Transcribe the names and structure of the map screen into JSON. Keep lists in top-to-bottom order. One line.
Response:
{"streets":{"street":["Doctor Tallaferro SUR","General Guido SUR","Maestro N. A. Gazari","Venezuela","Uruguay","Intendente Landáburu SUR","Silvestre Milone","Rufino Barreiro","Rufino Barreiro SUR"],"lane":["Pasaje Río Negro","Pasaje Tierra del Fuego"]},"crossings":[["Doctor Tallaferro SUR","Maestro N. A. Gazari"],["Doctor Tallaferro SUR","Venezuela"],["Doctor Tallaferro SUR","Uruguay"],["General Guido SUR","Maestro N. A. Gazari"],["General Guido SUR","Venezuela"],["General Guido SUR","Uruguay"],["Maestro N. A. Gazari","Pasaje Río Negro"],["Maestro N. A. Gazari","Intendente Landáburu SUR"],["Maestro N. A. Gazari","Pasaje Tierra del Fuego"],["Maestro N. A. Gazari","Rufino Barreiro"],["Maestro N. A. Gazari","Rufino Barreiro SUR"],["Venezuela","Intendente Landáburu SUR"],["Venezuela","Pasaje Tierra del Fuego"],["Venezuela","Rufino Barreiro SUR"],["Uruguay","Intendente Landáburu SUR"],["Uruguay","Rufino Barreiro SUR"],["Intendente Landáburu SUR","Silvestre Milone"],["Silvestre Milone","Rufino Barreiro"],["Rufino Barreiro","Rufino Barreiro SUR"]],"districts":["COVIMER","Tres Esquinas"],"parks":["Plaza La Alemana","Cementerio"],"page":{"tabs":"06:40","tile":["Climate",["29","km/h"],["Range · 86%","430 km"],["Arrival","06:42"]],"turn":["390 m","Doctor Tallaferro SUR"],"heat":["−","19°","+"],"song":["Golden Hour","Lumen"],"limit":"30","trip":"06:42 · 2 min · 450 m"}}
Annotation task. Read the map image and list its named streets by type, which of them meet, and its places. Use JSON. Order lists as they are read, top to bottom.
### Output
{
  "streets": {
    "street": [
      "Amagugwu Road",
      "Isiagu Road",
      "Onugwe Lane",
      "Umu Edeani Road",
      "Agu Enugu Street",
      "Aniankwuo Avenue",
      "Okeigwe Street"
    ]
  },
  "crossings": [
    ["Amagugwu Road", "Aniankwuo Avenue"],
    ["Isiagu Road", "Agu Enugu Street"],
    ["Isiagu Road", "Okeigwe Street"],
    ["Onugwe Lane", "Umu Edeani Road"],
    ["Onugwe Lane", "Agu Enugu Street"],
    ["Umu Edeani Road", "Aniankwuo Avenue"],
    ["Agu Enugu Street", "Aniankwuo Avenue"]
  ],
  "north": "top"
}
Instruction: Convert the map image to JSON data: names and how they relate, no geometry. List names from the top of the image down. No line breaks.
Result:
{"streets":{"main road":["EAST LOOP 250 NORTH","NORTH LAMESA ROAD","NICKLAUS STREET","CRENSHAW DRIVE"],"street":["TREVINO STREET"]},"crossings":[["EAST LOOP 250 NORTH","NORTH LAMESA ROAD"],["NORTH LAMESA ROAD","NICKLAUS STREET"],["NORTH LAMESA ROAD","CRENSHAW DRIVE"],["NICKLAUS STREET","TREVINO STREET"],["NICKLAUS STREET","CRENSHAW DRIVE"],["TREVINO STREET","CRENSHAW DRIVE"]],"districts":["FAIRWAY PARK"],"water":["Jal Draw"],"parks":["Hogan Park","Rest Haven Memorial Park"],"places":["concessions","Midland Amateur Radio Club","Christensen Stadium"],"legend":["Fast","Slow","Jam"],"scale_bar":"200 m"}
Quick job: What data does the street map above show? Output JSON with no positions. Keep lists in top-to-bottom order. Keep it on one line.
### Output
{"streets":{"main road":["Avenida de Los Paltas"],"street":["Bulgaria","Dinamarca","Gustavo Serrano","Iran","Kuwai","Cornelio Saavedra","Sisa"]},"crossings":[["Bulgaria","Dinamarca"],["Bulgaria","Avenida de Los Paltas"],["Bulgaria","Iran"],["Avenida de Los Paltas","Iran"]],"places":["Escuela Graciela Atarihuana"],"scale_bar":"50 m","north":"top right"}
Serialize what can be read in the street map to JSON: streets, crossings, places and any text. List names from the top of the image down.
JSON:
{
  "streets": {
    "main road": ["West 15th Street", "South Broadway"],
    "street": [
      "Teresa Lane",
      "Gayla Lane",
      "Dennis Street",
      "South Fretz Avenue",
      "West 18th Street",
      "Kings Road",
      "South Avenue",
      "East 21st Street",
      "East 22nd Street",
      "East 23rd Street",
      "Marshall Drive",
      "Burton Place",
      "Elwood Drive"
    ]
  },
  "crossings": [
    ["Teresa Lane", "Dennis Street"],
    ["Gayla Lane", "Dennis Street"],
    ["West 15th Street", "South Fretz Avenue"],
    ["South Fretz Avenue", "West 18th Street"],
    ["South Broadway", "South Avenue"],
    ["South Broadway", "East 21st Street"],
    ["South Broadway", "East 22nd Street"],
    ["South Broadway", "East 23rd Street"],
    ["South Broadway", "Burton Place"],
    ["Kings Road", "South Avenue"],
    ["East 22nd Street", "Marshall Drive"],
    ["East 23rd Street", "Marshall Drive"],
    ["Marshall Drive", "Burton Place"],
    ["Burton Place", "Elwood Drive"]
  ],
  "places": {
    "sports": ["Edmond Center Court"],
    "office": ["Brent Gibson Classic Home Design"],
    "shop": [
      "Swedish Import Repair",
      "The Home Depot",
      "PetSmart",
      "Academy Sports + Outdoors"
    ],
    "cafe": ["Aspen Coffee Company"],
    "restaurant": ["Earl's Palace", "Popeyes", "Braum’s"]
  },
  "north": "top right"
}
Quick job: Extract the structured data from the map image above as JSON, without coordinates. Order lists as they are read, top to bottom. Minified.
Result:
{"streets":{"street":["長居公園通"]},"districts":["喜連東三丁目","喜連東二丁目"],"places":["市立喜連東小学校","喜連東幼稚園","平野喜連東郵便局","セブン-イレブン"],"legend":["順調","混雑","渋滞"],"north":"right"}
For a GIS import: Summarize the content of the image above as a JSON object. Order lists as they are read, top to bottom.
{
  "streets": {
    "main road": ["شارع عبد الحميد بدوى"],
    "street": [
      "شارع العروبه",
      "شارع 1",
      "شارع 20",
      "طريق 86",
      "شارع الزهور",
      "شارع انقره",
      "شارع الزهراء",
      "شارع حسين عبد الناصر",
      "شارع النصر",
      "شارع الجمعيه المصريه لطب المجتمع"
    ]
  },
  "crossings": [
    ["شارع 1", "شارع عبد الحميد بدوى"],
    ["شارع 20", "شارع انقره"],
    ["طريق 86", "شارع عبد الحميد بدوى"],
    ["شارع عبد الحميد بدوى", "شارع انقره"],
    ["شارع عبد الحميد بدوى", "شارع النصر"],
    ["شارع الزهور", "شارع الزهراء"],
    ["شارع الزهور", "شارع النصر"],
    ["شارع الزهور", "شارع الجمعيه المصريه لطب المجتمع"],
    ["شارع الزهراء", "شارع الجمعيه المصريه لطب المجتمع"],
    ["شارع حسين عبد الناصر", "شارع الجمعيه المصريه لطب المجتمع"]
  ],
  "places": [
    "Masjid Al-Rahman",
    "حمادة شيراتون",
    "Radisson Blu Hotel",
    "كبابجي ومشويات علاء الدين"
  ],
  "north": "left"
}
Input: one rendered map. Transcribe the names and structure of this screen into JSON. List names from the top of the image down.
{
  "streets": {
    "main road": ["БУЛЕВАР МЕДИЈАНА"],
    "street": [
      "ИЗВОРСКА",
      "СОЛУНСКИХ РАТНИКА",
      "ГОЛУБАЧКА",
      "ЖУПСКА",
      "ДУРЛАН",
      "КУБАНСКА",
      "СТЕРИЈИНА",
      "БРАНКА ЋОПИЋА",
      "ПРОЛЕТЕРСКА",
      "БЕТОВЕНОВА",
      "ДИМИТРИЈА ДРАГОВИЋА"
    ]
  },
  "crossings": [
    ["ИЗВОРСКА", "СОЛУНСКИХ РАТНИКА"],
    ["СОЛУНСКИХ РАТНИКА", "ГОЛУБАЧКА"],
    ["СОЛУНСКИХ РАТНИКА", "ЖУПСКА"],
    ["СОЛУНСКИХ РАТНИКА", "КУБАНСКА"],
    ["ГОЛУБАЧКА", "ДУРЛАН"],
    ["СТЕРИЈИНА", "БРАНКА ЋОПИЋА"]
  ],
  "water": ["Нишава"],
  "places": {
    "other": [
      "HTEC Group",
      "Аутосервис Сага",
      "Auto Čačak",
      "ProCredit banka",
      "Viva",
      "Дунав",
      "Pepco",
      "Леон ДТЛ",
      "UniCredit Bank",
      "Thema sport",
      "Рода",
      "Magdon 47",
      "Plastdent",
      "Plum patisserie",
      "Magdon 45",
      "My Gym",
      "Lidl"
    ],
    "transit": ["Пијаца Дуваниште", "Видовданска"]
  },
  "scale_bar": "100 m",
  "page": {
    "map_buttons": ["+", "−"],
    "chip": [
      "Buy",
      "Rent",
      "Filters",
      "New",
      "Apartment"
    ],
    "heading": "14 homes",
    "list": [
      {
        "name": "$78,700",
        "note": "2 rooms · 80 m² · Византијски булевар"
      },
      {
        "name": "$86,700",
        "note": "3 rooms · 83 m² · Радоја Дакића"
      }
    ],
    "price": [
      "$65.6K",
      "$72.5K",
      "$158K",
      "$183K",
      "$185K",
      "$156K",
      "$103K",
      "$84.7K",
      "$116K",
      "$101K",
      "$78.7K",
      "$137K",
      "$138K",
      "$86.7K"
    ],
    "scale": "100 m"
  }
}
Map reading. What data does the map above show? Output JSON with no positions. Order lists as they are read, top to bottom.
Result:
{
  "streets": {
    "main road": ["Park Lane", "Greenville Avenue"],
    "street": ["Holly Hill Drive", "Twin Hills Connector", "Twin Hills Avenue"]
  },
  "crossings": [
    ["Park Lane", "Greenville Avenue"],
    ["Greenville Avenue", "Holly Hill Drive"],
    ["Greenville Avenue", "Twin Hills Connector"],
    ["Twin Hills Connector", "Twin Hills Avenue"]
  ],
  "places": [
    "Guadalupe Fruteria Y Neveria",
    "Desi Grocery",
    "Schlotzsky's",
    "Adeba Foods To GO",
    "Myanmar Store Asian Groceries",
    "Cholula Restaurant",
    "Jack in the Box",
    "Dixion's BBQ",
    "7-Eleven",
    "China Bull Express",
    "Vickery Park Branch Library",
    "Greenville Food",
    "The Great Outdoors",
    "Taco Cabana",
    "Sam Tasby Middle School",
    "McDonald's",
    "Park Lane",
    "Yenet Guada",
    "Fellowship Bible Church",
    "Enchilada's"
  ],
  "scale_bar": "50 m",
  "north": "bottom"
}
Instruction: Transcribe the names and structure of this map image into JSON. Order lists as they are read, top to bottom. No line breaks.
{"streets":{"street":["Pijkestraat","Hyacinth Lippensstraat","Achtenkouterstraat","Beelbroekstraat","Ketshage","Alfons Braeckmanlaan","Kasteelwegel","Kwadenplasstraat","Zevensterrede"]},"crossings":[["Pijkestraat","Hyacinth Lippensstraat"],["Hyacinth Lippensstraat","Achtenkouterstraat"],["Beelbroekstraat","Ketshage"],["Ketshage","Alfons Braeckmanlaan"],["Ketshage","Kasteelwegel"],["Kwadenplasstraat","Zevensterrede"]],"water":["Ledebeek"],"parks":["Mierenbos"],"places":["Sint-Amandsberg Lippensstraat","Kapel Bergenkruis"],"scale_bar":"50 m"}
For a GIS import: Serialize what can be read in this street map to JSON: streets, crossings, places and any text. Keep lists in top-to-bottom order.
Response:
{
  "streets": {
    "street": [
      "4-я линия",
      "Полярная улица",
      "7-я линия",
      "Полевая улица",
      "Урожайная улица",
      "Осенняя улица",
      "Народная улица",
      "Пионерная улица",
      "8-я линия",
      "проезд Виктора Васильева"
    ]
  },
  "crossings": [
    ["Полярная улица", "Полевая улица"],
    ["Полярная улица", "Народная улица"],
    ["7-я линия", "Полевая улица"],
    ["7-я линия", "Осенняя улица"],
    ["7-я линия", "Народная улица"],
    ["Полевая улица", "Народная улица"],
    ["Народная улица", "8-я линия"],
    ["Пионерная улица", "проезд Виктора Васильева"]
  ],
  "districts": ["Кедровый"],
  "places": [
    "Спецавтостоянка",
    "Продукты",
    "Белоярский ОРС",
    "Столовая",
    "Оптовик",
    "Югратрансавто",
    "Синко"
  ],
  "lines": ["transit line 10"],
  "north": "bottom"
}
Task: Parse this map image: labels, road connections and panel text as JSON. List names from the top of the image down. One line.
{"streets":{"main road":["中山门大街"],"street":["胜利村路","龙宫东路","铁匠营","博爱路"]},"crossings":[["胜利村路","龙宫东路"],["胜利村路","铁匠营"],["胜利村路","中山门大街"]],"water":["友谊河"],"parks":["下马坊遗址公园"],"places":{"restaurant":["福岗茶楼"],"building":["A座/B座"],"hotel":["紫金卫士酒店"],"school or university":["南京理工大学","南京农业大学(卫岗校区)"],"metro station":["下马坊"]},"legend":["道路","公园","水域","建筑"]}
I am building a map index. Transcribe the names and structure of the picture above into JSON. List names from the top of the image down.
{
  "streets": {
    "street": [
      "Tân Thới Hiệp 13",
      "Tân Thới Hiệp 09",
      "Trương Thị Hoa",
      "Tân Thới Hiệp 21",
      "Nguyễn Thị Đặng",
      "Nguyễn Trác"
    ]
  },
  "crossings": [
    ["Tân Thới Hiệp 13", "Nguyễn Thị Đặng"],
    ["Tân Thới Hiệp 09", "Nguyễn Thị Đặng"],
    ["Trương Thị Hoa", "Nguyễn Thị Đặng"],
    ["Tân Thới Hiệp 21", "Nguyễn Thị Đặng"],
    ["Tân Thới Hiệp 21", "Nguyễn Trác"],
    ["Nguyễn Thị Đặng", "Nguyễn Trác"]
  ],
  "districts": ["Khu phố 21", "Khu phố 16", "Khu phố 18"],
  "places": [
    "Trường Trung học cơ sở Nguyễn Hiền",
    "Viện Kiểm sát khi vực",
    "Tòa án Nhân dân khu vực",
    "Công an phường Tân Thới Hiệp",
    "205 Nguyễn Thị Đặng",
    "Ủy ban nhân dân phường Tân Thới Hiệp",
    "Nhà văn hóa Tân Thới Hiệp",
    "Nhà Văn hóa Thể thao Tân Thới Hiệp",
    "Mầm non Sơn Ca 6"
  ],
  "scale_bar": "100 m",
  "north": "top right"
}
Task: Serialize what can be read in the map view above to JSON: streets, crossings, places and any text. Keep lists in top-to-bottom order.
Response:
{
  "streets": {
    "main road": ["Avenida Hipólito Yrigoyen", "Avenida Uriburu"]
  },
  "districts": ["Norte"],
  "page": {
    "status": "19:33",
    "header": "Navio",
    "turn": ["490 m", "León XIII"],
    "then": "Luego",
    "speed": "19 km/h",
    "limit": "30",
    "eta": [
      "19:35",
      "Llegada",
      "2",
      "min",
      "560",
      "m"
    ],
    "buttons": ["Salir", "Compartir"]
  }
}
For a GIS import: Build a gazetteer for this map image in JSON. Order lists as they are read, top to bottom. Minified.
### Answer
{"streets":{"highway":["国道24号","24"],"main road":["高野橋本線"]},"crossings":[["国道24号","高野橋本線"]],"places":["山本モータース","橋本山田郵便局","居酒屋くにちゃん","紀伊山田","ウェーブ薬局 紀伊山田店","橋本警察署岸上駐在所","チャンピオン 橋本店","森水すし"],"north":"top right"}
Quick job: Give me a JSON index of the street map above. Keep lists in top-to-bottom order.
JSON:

────────────────

▸ **Exercise goal**:
Would you report every line of the entries above containing the word "Quick"?

▸ **Reply**:
Quick job: What data does the street map above show? Output JSON with no positions. Keep lists in top-to-bottom order. Keep it on one line.
Quick job: Extract the structured data from the map image above as JSON, without coordinates. Order lists as they are read, top to bottom. Minified.
Quick job: Give me a JSON index of the street map above. Keep lists in top-to-bottom order.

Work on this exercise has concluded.